Leioproctus eugeniarum

Scientific classification
- Kingdom: Animalia
- Phylum: Arthropoda
- Clade: Pancrustacea
- Class: Insecta
- Order: Hymenoptera
- Family: Colletidae
- Genus: Leioproctus
- Species: L. eugeniarum
- Binomial name: Leioproctus eugeniarum (Cockerell, 1912)
- Synonyms: Paracolletes eugeniarum Cockerell, 1912;

= Leioproctus eugeniarum =

- Genus: Leioproctus
- Species: eugeniarum
- Authority: (Cockerell, 1912)
- Synonyms: Paracolletes eugeniarum

Species of bee

Leioproctus eugeniarum, or Leioproctus (Goniocolletes) eugeniarum, is a species of bee in the family Colletidae and subfamily Colletinae.

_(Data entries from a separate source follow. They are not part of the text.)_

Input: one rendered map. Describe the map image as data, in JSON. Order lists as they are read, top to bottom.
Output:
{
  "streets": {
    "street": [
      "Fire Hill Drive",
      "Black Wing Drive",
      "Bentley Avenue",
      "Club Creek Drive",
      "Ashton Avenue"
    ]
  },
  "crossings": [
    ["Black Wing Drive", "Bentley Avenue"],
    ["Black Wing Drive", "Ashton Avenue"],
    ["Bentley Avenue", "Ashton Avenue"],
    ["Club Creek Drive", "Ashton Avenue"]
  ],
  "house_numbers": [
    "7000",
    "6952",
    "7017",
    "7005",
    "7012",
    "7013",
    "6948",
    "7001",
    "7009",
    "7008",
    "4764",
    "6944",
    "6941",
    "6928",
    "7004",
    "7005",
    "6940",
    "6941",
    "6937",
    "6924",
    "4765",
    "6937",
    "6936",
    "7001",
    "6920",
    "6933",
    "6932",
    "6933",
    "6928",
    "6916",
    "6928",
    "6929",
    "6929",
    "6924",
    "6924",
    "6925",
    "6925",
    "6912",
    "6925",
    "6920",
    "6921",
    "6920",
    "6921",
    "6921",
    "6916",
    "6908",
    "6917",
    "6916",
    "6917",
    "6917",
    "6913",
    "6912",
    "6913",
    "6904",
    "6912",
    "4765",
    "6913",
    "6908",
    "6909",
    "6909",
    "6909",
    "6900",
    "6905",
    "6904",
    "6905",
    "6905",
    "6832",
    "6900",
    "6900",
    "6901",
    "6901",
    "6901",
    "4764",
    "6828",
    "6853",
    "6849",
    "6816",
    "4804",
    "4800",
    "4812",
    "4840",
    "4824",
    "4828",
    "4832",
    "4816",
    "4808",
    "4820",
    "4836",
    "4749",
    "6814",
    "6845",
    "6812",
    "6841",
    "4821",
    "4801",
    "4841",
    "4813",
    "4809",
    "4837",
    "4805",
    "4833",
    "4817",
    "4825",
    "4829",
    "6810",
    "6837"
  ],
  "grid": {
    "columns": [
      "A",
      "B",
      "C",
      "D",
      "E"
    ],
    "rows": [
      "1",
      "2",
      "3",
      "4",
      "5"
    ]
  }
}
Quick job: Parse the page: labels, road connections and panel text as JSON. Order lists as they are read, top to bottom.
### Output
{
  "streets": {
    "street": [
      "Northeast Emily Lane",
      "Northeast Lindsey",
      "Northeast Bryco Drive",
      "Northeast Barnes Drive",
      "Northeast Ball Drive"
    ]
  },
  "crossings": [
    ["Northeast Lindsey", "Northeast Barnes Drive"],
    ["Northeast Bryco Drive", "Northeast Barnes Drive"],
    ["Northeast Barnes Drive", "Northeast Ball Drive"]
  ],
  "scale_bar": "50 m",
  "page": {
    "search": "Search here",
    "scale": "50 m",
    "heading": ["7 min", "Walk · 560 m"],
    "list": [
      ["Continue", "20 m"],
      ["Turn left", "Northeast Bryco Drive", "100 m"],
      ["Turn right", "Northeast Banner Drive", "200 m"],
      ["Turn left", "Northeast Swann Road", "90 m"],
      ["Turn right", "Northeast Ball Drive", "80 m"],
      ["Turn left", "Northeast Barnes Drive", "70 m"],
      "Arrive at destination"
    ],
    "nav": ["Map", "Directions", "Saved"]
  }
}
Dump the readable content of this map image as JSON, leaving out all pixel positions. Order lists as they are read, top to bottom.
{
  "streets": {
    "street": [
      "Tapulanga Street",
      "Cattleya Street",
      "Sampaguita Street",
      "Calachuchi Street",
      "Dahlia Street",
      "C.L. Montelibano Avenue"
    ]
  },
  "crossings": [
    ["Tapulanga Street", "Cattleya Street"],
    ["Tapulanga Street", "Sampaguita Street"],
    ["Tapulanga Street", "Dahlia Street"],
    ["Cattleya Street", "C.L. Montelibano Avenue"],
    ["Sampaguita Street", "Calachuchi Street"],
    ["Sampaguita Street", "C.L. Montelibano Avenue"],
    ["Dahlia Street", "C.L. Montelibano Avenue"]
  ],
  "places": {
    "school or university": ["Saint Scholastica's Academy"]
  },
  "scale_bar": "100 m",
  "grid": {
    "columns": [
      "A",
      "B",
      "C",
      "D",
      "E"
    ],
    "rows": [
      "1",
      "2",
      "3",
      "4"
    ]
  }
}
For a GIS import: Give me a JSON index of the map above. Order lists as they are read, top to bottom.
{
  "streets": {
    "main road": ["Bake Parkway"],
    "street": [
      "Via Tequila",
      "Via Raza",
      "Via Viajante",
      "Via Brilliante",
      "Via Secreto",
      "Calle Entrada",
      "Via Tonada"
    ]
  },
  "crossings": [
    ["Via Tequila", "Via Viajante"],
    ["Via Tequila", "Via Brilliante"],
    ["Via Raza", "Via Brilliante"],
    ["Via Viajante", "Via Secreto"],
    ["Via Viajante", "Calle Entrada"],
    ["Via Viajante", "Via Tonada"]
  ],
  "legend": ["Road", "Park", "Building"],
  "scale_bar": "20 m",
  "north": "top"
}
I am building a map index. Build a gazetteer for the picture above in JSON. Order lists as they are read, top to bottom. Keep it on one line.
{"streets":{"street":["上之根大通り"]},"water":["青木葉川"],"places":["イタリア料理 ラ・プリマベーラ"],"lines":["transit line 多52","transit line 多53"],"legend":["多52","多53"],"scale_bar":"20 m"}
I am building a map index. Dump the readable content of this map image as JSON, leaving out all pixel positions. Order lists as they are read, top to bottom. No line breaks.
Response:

It is endemic to Australia. It was described by British-American entomologist Theodore Dru Alison Cockerell in 1912.

==Description==
Female body length is about 11 mm. Colouration is mainly glossy black, with indistinct metasomal bands.

==Distribution and habitat==
The species occurs in Queensland. The type locality is Mackay.

==Behaviour==
The adults are flying mellivores. Flowering plants visited by the bees include Eugenia species.